### The task
Transcribe the data below exactly, but only from the line containing "2v4M12 18v4M2 12h4M18" through its final line, both included.

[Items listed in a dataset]
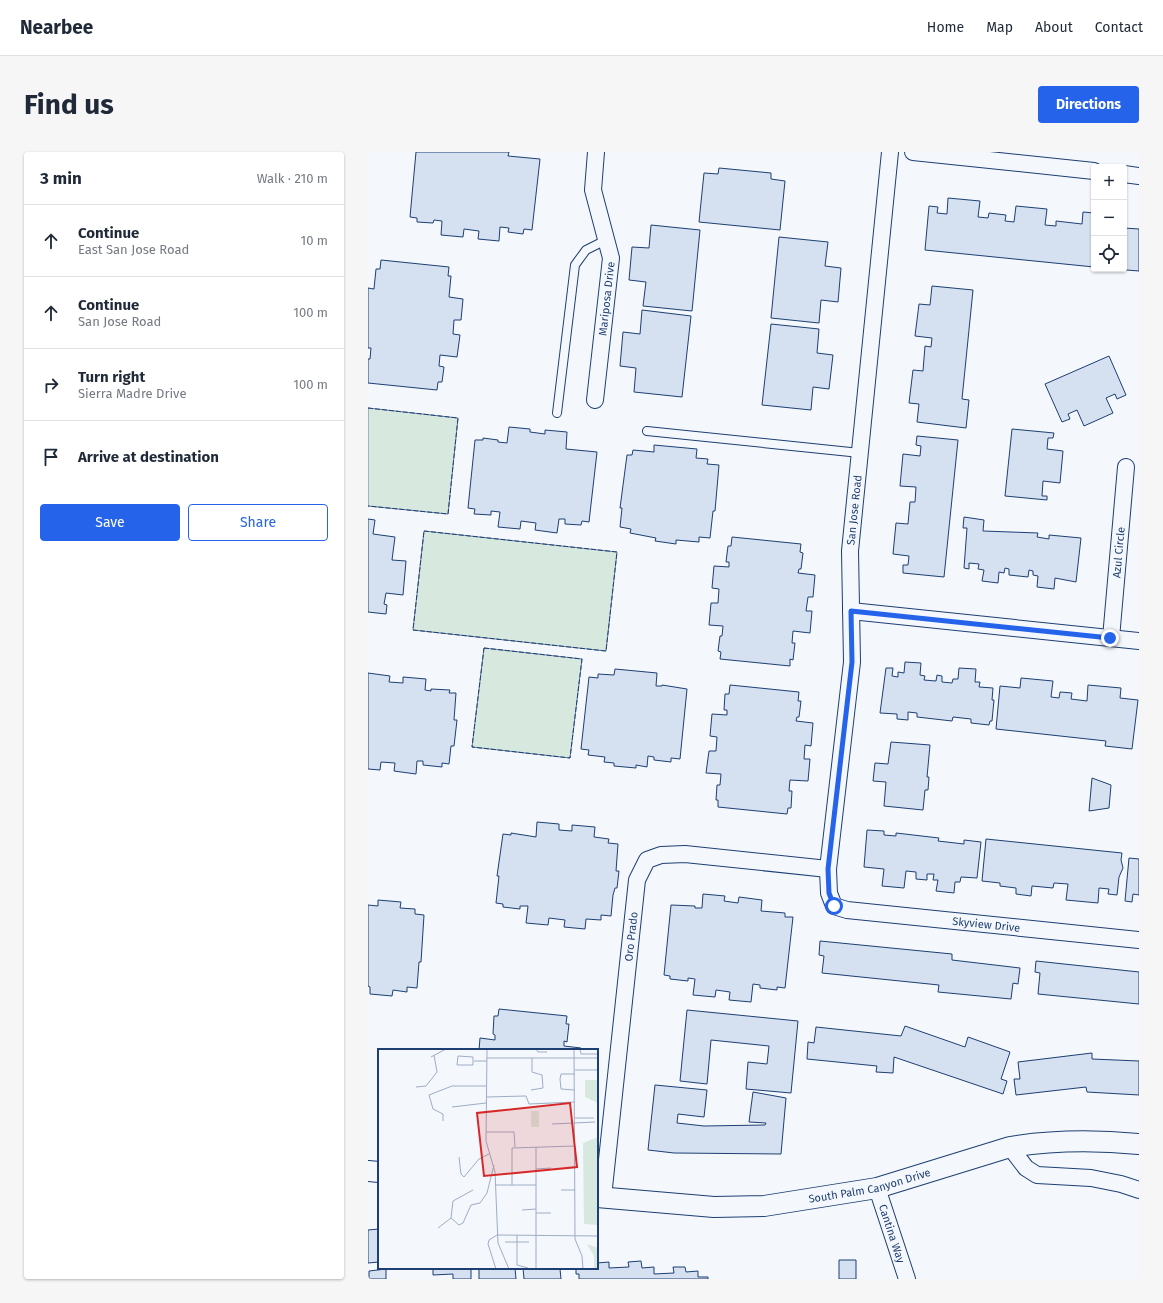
<!DOCTYPE html>
<meta charset="utf-8">
<style>
:root{--surface:#fff;--page:#f6f6f7;--text:#1f2937;--muted:#747a83;--line:#e0e1e3;--accent:#2563eb}
body{margin:0;font-family:"Fira Sans",sans-serif;background:var(--page);color:var(--text)}
.controls{position:absolute;right:12px;top:12px;display:grid;overflow:hidden;border-radius:4px;box-shadow:0 1px 3px #0004}
.controls button{width:36px;height:36px;display:grid;place-items:center;padding:0;border:0;border-bottom:1px solid var(--line);background:var(--surface);color:var(--text);font:20px sans-serif}
.stop{position:absolute;width:12px;height:12px;margin:-9px;border:3px solid #2563eb;border-radius:50%;background:#fff}
.stop.end{background:#2563eb;border-color:#fff;box-shadow:0 1px 4px #0008}
.list{margin:0;padding:0;list-style:none}
h2{display:flex;justify-content:space-between;align-items:center;height:52px;margin:0;padding:0 16px;font-size:17px}
h2 small{font-size:13px;font-weight:400;color:var(--muted)}
.list li{display:grid;grid-template-columns:26px 1fr auto;gap:12px;align-items:center;box-sizing:border-box;height:72px;padding:0 16px;border-top:1px solid var(--line)}
.list b{display:block;font-size:15px;white-space:nowrap}
.list p{margin:0;font-size:13px;white-space:nowrap;color:var(--muted)}
.list em{font-size:13px;font-style:normal;color:var(--muted)}
.actions{display:flex;gap:8px;padding:12px 16px}
.actions a{flex:1;padding:9px 0;border:1px solid var(--accent);border-radius:4px;text-align:center;font-size:14px;color:var(--accent)}
.actions .main{background:var(--accent);color:#fff}
.icon{flex:none;width:22px;height:22px;fill:none;stroke:currentColor;stroke-width:2;stroke-linecap:round;stroke-linejoin:round}
.map{position:relative;flex:none;width:771px;height:1127px;overflow:hidden;border-radius:4px}
header{display:flex;align-items:center;gap:24px;box-sizing:border-box;height:56px;padding:0 20px;background:var(--surface);border-bottom:1px solid var(--line)}
header strong{font-size:19px}
nav{display:flex;gap:22px;margin-inline-start:auto;font-size:14px}
.intro{display:flex;align-items:center;justify-content:space-between;box-sizing:border-box;height:96px;padding:0 24px}
h1{margin:0;font-size:28px}
.button{padding:10px 18px;border-radius:4px;background:var(--accent);color:#fff;font-size:14px;font-weight:700}
main{display:flex;gap:24px;padding:0 24px}
aside{flex:1;background:var(--surface);border-radius:4px;box-shadow:0 1px 3px #0004}
.map>svg:first-child{display:block}
</style>
<header>
<strong>Nearbee</strong>
<nav><a>Home</a><a>Map</a><a>About</a><a>Contact</a></nav>
</header>
<div class="intro"><h1>Find us</h1><a class="button">Directions</a></div>
<main>
<aside>
<h2>3 min<small>Walk · 210 m</small></h2>
<ul class="list">
<li><svg class="icon" aria-label="ahead" viewBox="0 0 24 24"><path d="M12 20V5M6 11l6-6 6 6"/></svg><div><b>Continue</b><p>East San Jose Road</p></div><em>10 m</em></li>
<li><svg class="icon" aria-label="ahead" viewBox="0 0 24 24"><path d="M12 20V5M6 11l6-6 6 6"/></svg><div><b>Continue</b><p>San Jose Road</p></div><em>100 m</em></li>
<li><svg class="icon" aria-label="right" viewBox="0 0 24 24"><path d="M7 20v-9h11M14 6l5 5-5 5"/></svg><div><b>Turn right</b><p>Sierra Madre Drive</p></div><em>100 m</em></li>
<li><svg class="icon" aria-label="arrive" viewBox="0 0 24 24"><path d="M6 21V4h12l-3 4 3 4H6"/></svg><div><b>Arrive at destination</b></div></li>
</ul>
<div class="actions"><a class="main">Save</a><a>Share</a></div>
</aside>
<div class="map">
<svg width="771" height="1127" viewBox="0 0 771 1127">
<rect width="100%" height="100%" fill="#f4f7fb"/>
<path fill="#d7e8df" stroke="#687fa3" d="M 0,256 L 90,266 L 80,362 L 0,354 Z
M 56,379 L 249,400 L 238,499 L 45,478 Z
M 116,496 L 214,507 L 202,606 L 104,595 Z"/>
<path fill="#d5e0f0" stroke="#1d3f73" d="M 48,0 L 141,0 L 140,4 L 172,7 L 164,78 L 156,77 L 155,82 L 140,80 L 141,76 L 132,75 L 131,89 L 110,87 L 111,79 L 96,77 L 95,85 L 73,83 L 74,69 L 66,68 L 65,71 L 49,70 L 49,66 L 42,65 Z
M 351,16 L 403,21 L 403,27 L 417,29 L 412,78 L 331,70 L 336,21 L 350,22 Z
M 580,46 L 612,49 L 610,65 L 620,66 L 621,61 L 638,63 L 637,69 L 646,70 L 648,54 L 679,57 L 677,73 L 688,74 L 688,69 L 714,72 L 715,60 L 726,61 L 726,115 L 557,98 L 561,54 L 570,55 L 569,61 L 579,62 Z
M 283,73 L 332,78 L 324,159 L 275,154 L 278,130 L 261,128 L 264,95 L 281,96 Z
M 756,76 L 771,77 L 771,119 L 746,117 L 756,117 Z
M 411,85 L 460,90 L 457,114 L 473,116 L 470,150 L 453,148 L 451,171 L 403,166 Z
M 13,108 L 81,115 L 80,124 L 83,124 L 81,145 L 95,147 L 93,168 L 86,168 L 85,182 L 92,183 L 89,205 L 72,203 L 71,214 L 76,215 L 74,230 L 70,230 L 69,238 L 0,231 L 0,207 L 2,207 L 3,196 L 0,196 L 0,136 L 6,137 L 8,117 L 12,117 Z
M 564,134 L 605,138 L 594,247 L 601,248 L 598,276 L 549,270 L 551,252 L 541,251 L 545,218 L 555,219 L 557,194 L 563,195 L 564,186 L 547,184 L 551,152 L 562,153 Z
M 274,158 L 323,164 L 314,245 L 266,240 L 268,216 L 252,214 L 255,180 L 272,182 Z
M 403,172 L 451,177 L 449,201 L 465,203 L 461,237 L 445,235 L 443,258 L 394,253 Z
M 741,204 L 758,243 L 749,247 L 747,242 L 738,246 L 745,261 L 716,274 L 709,258 L 700,262 L 702,267 L 694,270 L 677,232 Z
M 141,275 L 162,277 L 162,280 L 177,282 L 177,278 L 199,280 L 198,297 L 229,300 L 221,370 L 214,369 L 213,373 L 197,372 L 197,367 L 191,367 L 189,381 L 167,378 L 168,371 L 153,369 L 152,377 L 130,375 L 132,360 L 123,359 L 123,363 L 106,362 L 107,357 L 100,356 L 107,288 L 115,288 L 115,286 L 130,288 L 130,290 L 139,291 Z
M 644,277 L 686,281 L 685,286 L 680,286 L 679,297 L 695,299 L 692,331 L 675,329 L 674,344 L 679,344 L 679,348 L 637,344 Z
M 549,284 L 590,288 L 576,425 L 535,421 L 535,413 L 540,413 L 541,404 L 525,402 L 528,371 L 540,372 L 542,350 L 547,350 L 548,335 L 532,334 L 535,302 L 552,304 L 553,294 L 548,293 Z
M 286,293 L 329,297 L 328,306 L 340,307 L 339,312 L 351,313 L 347,359 L 345,359 L 342,386 L 331,385 L 331,390 L 308,388 L 308,392 L 287,389 L 288,386 L 262,381 L 263,377 L 252,375 L 254,356 L 252,356 L 259,303 L 264,303 L 265,298 L 286,300 Z
M 596,365 L 616,368 L 615,379 L 670,381 L 669,385 L 681,387 L 681,383 L 713,386 L 708,430 L 687,426 L 686,437 L 669,435 L 670,424 L 665,423 L 665,419 L 661,418 L 660,425 L 641,423 L 641,417 L 637,416 L 636,421 L 631,420 L 630,431 L 614,429 L 616,418 L 610,417 L 611,412 L 601,411 L 601,417 L 596,416 L 599,376 L 595,376 Z
M 0,367 L 7,368 L 5,382 L 27,385 L 24,408 L 38,409 L 35,443 L 18,441 L 16,452 L 19,453 L 18,462 L 0,460 Z
M 364,385 L 433,392 L 432,400 L 435,401 L 433,417 L 431,417 L 430,421 L 447,423 L 445,445 L 440,445 L 438,459 L 444,459 L 442,481 L 425,479 L 424,491 L 427,491 L 425,508 L 422,507 L 422,514 L 352,507 L 353,500 L 350,499 L 352,484 L 354,484 L 355,474 L 341,473 L 343,451 L 350,451 L 351,437 L 344,436 L 346,414 L 361,415 L 361,410 L 358,410 L 360,394 L 363,394 Z
M 537,510 L 553,511 L 552,523 L 557,524 L 556,528 L 568,529 L 569,523 L 574,524 L 574,530 L 584,531 L 585,527 L 590,527 L 591,516 L 608,517 L 607,530 L 612,530 L 611,535 L 625,536 L 624,548 L 626,548 L 624,569 L 622,569 L 621,573 L 603,571 L 603,567 L 585,565 L 584,569 L 549,565 L 549,561 L 540,560 L 540,568 L 529,567 L 529,562 L 512,561 L 518,516 L 525,516 L 524,524 L 530,525 L 530,520 L 536,521 Z
M 247,517 L 289,521 L 288,534 L 294,534 L 294,533 L 319,537 L 312,607 L 303,606 L 303,610 L 286,608 L 286,605 L 280,604 L 279,615 L 268,613 L 268,616 L 246,614 L 246,611 L 236,610 L 237,605 L 220,603 L 221,598 L 213,597 L 221,525 L 230,526 L 230,522 L 246,523 Z
M 0,521 L 22,524 L 21,530 L 35,531 L 35,525 L 58,527 L 57,538 L 63,539 L 63,537 L 82,538 L 81,541 L 88,541 L 86,568 L 89,568 L 86,594 L 83,594 L 81,612 L 74,611 L 74,615 L 55,613 L 55,609 L 49,609 L 48,622 L 26,619 L 27,611 L 13,610 L 12,618 L 0,617 Z
M 653,526 L 685,529 L 683,545 L 691,546 L 692,540 L 704,541 L 703,547 L 719,549 L 720,533 L 753,536 L 752,546 L 770,548 L 764,597 L 737,594 L 738,589 L 628,577 L 632,534 L 652,536 Z
M 362,533 L 431,540 L 430,549 L 433,549 L 431,565 L 429,565 L 428,569 L 445,571 L 443,594 L 437,593 L 436,607 L 442,607 L 440,629 L 422,628 L 421,639 L 424,639 L 423,656 L 420,656 L 419,662 L 350,655 L 350,648 L 348,648 L 349,633 L 352,633 L 353,622 L 338,621 L 341,599 L 348,599 L 349,585 L 342,584 L 344,562 L 359,563 L 359,558 L 356,558 L 357,542 L 361,542 Z
M 523,590 L 562,593 L 559,625 L 561,625 L 560,638 L 557,638 L 555,658 L 516,654 L 518,630 L 505,629 L 507,611 L 520,612 Z
M 724,626 L 743,633 L 741,656 L 721,659 Z
M 169,670 L 191,672 L 191,678 L 204,679 L 204,673 L 227,675 L 226,685 L 241,687 L 240,691 L 250,692 L 248,719 L 251,719 L 249,736 L 247,736 L 245,743 L 243,764 L 233,763 L 233,768 L 218,767 L 217,777 L 196,775 L 197,768 L 181,766 L 180,773 L 158,771 L 160,754 L 152,754 L 152,757 L 135,755 L 135,752 L 128,751 L 131,724 L 129,724 L 135,682 L 143,683 L 143,681 L 168,685 Z
M 499,678 L 516,679 L 516,683 L 528,684 L 528,681 L 571,686 L 570,689 L 596,692 L 596,688 L 613,690 L 609,726 L 593,725 L 592,730 L 587,730 L 586,741 L 568,739 L 570,728 L 565,728 L 566,722 L 559,722 L 559,728 L 548,727 L 548,720 L 538,719 L 536,736 L 514,734 L 516,717 L 496,715 Z
M 618,687 L 754,701 L 753,708 L 755,716 L 751,725 L 749,743 L 740,742 L 741,737 L 731,736 L 730,751 L 698,748 L 700,732 L 686,731 L 685,736 L 664,734 L 663,744 L 648,742 L 648,736 L 632,734 L 632,731 L 614,729 Z
M 761,706 L 771,707 L 771,743 L 765,742 L 764,750 L 757,749 Z
M 335,742 L 357,744 L 356,749 L 370,751 L 371,745 L 394,748 L 393,759 L 417,761 L 417,765 L 425,765 L 417,836 L 409,835 L 409,838 L 392,836 L 392,833 L 385,832 L 383,850 L 361,848 L 362,840 L 348,838 L 347,845 L 325,843 L 327,827 L 320,826 L 320,829 L 302,827 L 302,824 L 296,823 L 303,753 L 327,754 L 327,756 L 334,756 Z
M 10,748 L 33,750 L 32,756 L 47,757 L 47,762 L 56,763 L 53,810 L 51,810 L 49,836 L 39,835 L 39,840 L 25,838 L 24,844 L 2,842 L 2,835 L 0,834 L 0,753 L 10,754 Z
M 452,789 L 584,802 L 584,808 L 652,816 L 650,832 L 645,831 L 643,847 L 570,840 L 571,833 L 454,821 L 456,804 L 451,803 Z
M 668,809 L 771,820 L 771,852 L 670,842 L 672,821 L 667,820 Z
M 131,857 L 199,864 L 198,872 L 201,872 L 199,890 L 196,889 L 196,894 L 213,896 L 213,898 L 111,898 L 112,886 L 127,888 L 127,883 L 125,882 L 126,864 L 130,864 Z
M 319,858 L 430,869 L 423,941 L 378,937 L 380,910 L 399,912 L 401,894 L 343,888 L 339,932 L 312,929 Z
M 537,874 L 597,895 L 600,885 L 642,900 L 633,927 L 639,929 L 635,942 L 526,905 L 525,921 L 508,920 L 509,914 L 439,907 L 440,890 L 446,891 L 448,875 L 533,884 Z
M 724,901 L 724,907 L 771,909 L 771,943 L 719,940 L 718,935 L 648,943 L 646,927 L 652,927 L 650,910 Z
M 287,933 L 339,938 L 336,965 L 310,962 L 309,971 L 336,974 L 397,973 L 398,971 L 381,970 L 385,940 L 418,946 L 413,1002 L 306,1001 L 280,998 Z
M 11,1077 L 11,1110 L 0,1111 L 0,1078 Z
M 471,1108 L 488,1108 L 488,1127 L 471,1127 Z
M 273,1109 L 274,1116 L 286,1115 L 286,1122 L 306,1121 L 305,1115 L 317,1115 L 318,1120 L 330,1119 L 330,1125 L 340,1125 L 340,1127 L 211,1127 L 211,1122 L 208,1122 L 208,1116 L 229,1116 L 229,1111 L 241,1110 L 241,1116 L 261,1115 L 260,1110 Z
M 65,1116 L 103,1116 L 103,1127 L 85,1127 L 85,1122 L 65,1123 Z
M 111,1116 L 147,1116 L 148,1127 L 111,1127 Z
M 155,1116 L 196,1116 L 196,1117 L 192,1117 L 193,1127 L 156,1127 Z
M 18,1117 L 18,1127 L 1,1127 L 1,1119 Z"/>
<g fill="none" stroke-linecap="round" stroke-linejoin="round">
<g stroke="#1d3f73" stroke-width="10">
<path id="service" d="M 189,261 L 207,113 L 218,98 L 238,88
M 279,279 L 492,301"/>
</g>
<g stroke="#1d3f73" stroke-width="18">
<g id="minor">
<path id="s1" d="M 522,0 L 482,399 L 484,510 L 460,717 L 461,741 L 466,754 L 479,758 L 771,788"/>
<path d="M 545,0 L 726,19"/>
<path d="M 756,22 L 771,24"/>
<path id="s2" d="M 227,248 L 243,106 L 225,38 L 228,0"/>
<path d="M 483,459 L 771,489"/>
<path id="s3" d="M 743,486 L 758,315"/>
<path d="M 642,995 L 658,1016 L 669,1023 L 723,1026 L 753,1032 L 771,1038"/>
<path id="s4" d="M 509,1036 L 539,1127"/>
<path id="s5" d="M 235,1045 L 269,728 L 279,708 L 293,703 L 317,702 L 460,717"/>
</g>
</g>
<g stroke="#1d3f73" stroke-width="22">
<g id="tertiary">
<path d="M 0,1019 L 11,1020"/>
<path id="s6" d="M 229,1045 L 346,1055 L 396,1054 L 509,1036 L 642,995 C 685,988 728,988 771,992"/>
</g>
</g>
<use href="#service" stroke="#f4f7fb" stroke-width="8"/>
<use href="#minor" stroke="#f4f7fb" stroke-width="16"/>
<use href="#tertiary" stroke="#f4f7fb" stroke-width="20"/>
<path stroke="#1d3f73" stroke-width="1" stroke-dasharray="5 2" stroke-linecap="butt" d="M 0,256 L 90,266 L 80,362 L 0,354
M 56,379 L 249,400 L 238,499 L 45,478 Z
M 116,496 L 214,507 L 202,606 L 104,595 Z"/>
</g>
<g fill="none" stroke-linecap="round" stroke-linejoin="round">
<path stroke="#2563eb" stroke-width="5" d="M 466,754 L 461,741 L 460,717 L 484,510 L 483,459 L 742,486"/>
</g>
<g text-anchor="middle" stroke-width="3" stroke-linejoin="round" paint-order="stroke">
<g font-size="11" fill="#1d3f73" stroke="#f4f7fb">
<text dy="4" stroke="none"><textPath href="#s2" startOffset="102">Mariposa Drive</textPath></text>
<text transform="translate(486 358) rotate(-84)" y="4">San Jose Road</text>
<text dy="4" stroke="none"><textPath href="#s3" startOffset="86">Azul Circle</textPath></text>
<text dy="4" stroke="none"><textPath href="#s1" startOffset="912">Skyview Drive</textPath></text>
<text dy="4" stroke="none"><textPath href="#s5" startOffset="262">Oro Prado</textPath></text>
<text dy="4" stroke="none"><textPath href="#s6" startOffset="275">South Palm Canyon Drive</textPath></text>
<text dy="4" stroke="none"><textPath href="#s4" startOffset="48">Cantina Way</textPath></text>
</g>
</g>
<g transform="translate(10 897)">
<rect width="220" height="220" fill="#f4f7fb"/>
<path d="M 207,31 L 220,31 L 220,54 L 207,48 ZM 153,62 L 161,62 L 161,78 L 153,78 ZM 220,88 L 220,176 L 206,175 L 205,94 ZM 209,195 L 220,199 L 220,220 L 216,220 L 216,207 Z" fill="#d7e8df"/>
<path fill="none" stroke="#9eadc5" stroke-width="1" d="M 109,0 L 108,92 L 117,123 L 120,194 L 131,220M 158,0 L 160,3 L 169,3M 196,0 L 197,190 L 204,207 L 205,220M 202,0 L 203,5 L 220,5M 80,7 L 95,8 L 95,16 L 79,16 ZM 53,8 L 68,0M 109,9 L 220,9M 96,12 L 109,12M 197,21 L 220,21M 38,38 L 48,37 L 59,23 L 56,6M 153,41 L 165,39 L 164,26 L 154,23 L 154,9M 196,41 L 183,40 L 182,30 L 183,25 L 197,25M 108,48 L 148,47 L 151,55 L 197,53M 74,58 L 108,54M 197,69 L 216,69M 65,72 L 65,65 L 55,60 L 51,46 L 74,37 L 108,37M 174,75 L 217,73M 108,83 L 136,83 L 137,98M 81,108 L 83,125 L 86,128 L 101,110 L 111,105M 158,120 L 173,119M 117,136 L 158,136M 134,136 L 134,99 L 197,97M 95,141 L 75,152 L 73,169 L 81,176 L 85,174 L 93,156 L 102,154 L 109,144 L 116,116M 183,141 L 197,141M 144,161 L 158,160M 158,164 L 173,164M 60,179 L 73,169M 139,186 L 139,216 L 150,219M 127,193 L 151,193M 118,220 L 110,195 L 111,191 L 119,186 L 220,187M 158,220 L 158,98"/>
<path fill="#d62828" fill-opacity="0.15" stroke="#d62828" stroke-width="2" d="M 192,54 L 199,118 L 106,127 L 99,64 Z"/>
<rect width="220" height="220" fill="none" stroke="#1d3f73" stroke-width="2"/>
</g>
</svg>
<div class="controls">
<button>+</button>
<button>−</button>
<button><svg class="icon" aria-label="locate" viewBox="0 0 24 24"><circle cx="12" cy="12" r="6"/><path d="M12 2v4M12 18v4M2 12h4M18 12h4"/></svg></button>
</div>
<div class="stop" style="left:466px;top:754px"></div>
<div class="stop end" style="left:742px;top:486px"></div>
</div>
</main>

### Reply to the task
<button><svg class="icon" aria-label="locate" viewBox="0 0 24 24"><circle cx="12" cy="12" r="6"/><path d="M12 2v4M12 18v4M2 12h4M18 12h4"/></svg></button>
</div>
<div class="stop" style="left:466px;top:754px"></div>
<div class="stop end" style="left:742px;top:486px"></div>
</div>
</main>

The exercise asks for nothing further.